Problem statement: Every line from the start of the listing below through the line that contains "display:flex; align-items:center; gap:16px;" is to be reproduced word for word.

Data for analysis:
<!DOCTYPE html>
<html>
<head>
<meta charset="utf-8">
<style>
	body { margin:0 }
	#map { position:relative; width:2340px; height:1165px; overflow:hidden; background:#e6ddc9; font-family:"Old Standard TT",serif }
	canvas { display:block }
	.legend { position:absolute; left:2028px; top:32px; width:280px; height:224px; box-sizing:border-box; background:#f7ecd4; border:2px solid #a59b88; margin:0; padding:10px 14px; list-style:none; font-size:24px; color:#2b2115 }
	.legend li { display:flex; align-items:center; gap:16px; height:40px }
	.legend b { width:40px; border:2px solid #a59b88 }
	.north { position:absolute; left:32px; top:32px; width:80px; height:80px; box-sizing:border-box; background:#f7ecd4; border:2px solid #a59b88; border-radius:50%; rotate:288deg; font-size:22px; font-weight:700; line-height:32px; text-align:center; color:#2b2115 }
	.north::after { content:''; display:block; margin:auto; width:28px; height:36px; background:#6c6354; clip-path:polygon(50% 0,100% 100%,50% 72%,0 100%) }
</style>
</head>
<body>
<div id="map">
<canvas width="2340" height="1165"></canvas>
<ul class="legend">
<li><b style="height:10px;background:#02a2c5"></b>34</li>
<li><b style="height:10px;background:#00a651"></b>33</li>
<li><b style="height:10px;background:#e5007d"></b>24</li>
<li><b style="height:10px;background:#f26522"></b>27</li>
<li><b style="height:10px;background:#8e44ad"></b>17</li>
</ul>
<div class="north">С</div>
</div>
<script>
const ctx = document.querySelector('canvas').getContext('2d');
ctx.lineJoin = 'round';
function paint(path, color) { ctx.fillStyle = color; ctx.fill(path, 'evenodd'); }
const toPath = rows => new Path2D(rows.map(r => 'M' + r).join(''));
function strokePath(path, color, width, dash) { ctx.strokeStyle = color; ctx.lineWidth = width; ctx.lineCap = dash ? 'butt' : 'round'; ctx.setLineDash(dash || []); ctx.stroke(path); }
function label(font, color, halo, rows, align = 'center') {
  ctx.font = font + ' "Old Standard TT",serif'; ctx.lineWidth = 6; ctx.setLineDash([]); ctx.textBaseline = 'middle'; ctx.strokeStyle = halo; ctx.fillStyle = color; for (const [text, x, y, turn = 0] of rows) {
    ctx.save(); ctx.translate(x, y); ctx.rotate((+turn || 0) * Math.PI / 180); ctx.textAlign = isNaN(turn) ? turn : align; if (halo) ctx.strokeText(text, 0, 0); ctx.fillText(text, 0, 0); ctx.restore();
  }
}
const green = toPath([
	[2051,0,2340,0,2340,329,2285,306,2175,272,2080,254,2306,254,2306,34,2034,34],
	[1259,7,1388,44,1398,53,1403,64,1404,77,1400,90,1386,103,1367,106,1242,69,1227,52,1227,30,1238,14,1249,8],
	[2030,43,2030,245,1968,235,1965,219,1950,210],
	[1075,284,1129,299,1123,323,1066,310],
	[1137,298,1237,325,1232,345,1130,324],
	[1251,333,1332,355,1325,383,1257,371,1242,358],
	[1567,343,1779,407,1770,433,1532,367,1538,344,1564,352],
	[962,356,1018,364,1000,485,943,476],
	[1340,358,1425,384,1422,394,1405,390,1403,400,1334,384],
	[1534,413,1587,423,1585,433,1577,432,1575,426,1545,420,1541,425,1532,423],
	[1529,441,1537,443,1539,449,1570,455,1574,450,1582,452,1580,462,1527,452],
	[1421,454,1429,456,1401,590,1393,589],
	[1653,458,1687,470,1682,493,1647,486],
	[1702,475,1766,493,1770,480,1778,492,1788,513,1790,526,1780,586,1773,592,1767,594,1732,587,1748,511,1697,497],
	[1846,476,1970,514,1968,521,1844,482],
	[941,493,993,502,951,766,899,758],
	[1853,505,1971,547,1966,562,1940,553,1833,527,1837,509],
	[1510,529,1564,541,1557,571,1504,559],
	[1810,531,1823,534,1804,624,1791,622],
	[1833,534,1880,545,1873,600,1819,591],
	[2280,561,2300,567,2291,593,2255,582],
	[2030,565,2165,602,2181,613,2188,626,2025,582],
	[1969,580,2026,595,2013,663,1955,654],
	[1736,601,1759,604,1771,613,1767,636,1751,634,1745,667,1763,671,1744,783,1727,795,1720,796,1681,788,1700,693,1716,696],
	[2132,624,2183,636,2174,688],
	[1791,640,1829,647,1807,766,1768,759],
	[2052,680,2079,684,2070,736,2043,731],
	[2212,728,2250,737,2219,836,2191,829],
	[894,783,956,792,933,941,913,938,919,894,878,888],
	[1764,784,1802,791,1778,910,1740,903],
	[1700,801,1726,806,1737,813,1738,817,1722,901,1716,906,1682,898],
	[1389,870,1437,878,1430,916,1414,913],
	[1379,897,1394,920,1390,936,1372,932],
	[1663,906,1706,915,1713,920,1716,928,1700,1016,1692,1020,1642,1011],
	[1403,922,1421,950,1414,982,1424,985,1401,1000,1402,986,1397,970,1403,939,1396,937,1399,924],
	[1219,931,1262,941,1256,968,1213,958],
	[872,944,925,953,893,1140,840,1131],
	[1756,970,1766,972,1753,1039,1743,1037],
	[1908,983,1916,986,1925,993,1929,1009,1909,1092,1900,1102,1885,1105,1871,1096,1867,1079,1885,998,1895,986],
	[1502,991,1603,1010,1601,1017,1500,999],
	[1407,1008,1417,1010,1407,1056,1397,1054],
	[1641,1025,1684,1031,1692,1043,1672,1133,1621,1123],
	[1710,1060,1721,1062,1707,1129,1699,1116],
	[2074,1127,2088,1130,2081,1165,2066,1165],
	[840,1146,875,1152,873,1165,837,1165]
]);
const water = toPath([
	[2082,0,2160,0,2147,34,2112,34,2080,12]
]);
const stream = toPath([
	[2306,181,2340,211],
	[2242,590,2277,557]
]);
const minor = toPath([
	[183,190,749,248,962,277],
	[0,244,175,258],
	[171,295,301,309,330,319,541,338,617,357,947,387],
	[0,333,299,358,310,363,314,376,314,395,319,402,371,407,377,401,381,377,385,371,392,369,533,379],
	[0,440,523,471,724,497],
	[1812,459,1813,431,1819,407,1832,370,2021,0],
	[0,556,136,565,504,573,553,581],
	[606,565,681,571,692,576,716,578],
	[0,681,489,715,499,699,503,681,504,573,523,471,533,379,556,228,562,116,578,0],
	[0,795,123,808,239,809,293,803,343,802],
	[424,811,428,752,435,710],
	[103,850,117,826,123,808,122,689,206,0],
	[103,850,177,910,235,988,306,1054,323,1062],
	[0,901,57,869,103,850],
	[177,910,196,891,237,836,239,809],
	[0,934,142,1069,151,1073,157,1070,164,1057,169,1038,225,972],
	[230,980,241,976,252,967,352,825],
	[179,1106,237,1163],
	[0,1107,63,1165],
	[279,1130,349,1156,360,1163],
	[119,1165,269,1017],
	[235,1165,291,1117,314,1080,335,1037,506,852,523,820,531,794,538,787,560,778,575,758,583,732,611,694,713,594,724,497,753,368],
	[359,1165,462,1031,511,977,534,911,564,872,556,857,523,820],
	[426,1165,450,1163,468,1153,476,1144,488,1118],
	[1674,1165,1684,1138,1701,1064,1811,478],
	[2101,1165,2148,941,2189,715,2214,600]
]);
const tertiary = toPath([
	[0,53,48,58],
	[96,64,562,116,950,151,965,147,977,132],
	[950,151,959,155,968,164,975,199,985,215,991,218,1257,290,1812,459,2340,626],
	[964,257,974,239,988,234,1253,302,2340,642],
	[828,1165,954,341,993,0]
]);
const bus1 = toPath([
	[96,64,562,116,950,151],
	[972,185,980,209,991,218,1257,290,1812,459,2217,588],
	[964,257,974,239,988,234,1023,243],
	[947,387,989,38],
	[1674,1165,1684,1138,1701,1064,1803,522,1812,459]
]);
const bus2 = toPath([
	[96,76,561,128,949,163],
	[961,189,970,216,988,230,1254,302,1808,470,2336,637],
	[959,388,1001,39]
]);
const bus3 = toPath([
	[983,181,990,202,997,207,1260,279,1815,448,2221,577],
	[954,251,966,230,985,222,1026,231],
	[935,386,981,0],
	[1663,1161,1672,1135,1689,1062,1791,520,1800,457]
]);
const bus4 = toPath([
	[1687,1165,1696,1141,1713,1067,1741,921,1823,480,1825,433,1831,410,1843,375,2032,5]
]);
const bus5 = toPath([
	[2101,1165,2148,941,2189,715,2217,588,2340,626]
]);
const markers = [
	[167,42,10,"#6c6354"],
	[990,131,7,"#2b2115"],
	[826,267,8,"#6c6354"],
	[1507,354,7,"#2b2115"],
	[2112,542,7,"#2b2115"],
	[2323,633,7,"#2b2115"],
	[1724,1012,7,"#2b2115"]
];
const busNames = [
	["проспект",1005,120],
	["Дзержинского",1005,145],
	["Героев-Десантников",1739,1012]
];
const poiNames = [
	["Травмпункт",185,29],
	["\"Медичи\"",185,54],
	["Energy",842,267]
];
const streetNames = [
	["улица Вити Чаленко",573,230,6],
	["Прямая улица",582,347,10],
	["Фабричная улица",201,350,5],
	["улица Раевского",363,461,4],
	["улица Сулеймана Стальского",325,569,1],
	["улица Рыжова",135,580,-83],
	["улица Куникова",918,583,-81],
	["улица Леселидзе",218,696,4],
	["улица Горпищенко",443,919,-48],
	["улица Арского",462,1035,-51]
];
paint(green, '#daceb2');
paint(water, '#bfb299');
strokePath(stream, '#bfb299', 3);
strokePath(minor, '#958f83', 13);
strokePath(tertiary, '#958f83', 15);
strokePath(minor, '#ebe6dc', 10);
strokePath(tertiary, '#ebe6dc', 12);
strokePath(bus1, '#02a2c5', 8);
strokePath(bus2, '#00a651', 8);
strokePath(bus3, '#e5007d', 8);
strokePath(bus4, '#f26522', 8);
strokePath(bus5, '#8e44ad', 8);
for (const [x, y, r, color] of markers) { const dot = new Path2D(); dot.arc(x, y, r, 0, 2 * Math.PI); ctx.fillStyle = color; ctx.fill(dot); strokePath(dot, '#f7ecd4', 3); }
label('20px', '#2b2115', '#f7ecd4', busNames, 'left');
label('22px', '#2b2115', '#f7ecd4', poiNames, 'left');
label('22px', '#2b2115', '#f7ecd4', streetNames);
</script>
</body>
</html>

Reply to the exercise:
<!DOCTYPE html>
<html>
<head>
<meta charset="utf-8">
<style>
	body { margin:0 }
	#map { position:relative; width:2340px; height:1165px; overflow:hidden; background:#e6ddc9; font-family:"Old Standard TT",serif }
	canvas { display:block }
	.legend { position:absolute; left:2028px; top:32px; width:280px; height:224px; box-sizing:border-box; background:#f7ecd4; border:2px solid #a59b88; margin:0; padding:10px 14px; list-style:none; font-size:24px; color:#2b2115 }
	.legend li { display:flex; align-items:center; gap:16px; height:40px }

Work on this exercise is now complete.